Jason Spindler, an American who survived the attacks on the World Trade Center on September 11, 2001, was identified by his employer as one of those killed in the attack. He was co-founder and managing director of I-DEV International, a firm advising on business strategy for emerging markets.
A British man is also among the dead, the UK high commissioner to Kenya said. He was named by development organization Gatsby Africa as Luke Potter, head of its forestry and tea portfolio.
The coordinated attack started Tuesday afternoon as an unknown number of gunmen attacked the complex, leading to a standoff that continued through the night, with people trapped in various parts of the buildings hours later.
Security camera footage showed at least three armed men, dressed in dark clothing and with their faces uncovered, moving through the compound.
The Kenya Red Cross said in a Twitter update that at least 30 people had been injured in the attack and that 50 remained unaccounted for as of 3 p.m. (7 a.m.
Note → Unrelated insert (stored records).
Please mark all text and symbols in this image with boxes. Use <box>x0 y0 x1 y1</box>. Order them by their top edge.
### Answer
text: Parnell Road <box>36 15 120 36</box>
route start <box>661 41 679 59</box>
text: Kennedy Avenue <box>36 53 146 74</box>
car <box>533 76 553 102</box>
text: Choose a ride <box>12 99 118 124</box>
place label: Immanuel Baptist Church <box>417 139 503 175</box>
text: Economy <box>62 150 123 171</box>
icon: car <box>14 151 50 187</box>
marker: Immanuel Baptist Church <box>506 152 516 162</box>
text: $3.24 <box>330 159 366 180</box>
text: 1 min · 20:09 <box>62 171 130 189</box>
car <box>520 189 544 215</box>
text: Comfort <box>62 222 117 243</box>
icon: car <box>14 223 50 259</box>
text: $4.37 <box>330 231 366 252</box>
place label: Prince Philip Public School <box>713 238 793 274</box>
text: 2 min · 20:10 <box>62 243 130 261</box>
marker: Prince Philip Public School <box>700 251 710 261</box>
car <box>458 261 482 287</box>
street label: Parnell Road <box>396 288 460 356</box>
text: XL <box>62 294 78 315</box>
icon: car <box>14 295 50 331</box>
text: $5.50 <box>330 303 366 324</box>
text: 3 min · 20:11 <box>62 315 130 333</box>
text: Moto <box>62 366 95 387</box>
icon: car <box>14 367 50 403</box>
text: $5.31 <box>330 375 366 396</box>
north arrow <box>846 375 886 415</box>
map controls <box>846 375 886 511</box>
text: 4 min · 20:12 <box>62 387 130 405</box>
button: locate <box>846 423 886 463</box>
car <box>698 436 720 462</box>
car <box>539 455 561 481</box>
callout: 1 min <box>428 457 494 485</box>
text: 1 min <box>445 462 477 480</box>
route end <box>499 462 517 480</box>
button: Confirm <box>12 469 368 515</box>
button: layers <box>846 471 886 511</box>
ET) Wednesday.
Somali Islamist militant group Al-Shabaab claimed responsibility for the attack and said it was a response to US President Donald Trump’s 2017 decision to recognize Jerusalem as the capital of Israel, according to a statement circulated Wednesday.
“In a response to the witless remarks of US President, Donald Trump, and his declaration” of Jerusalem as the capital of Israel, the group targeted “Western and Zionist interests worldwide … in support of our Muslim families in Palestine.”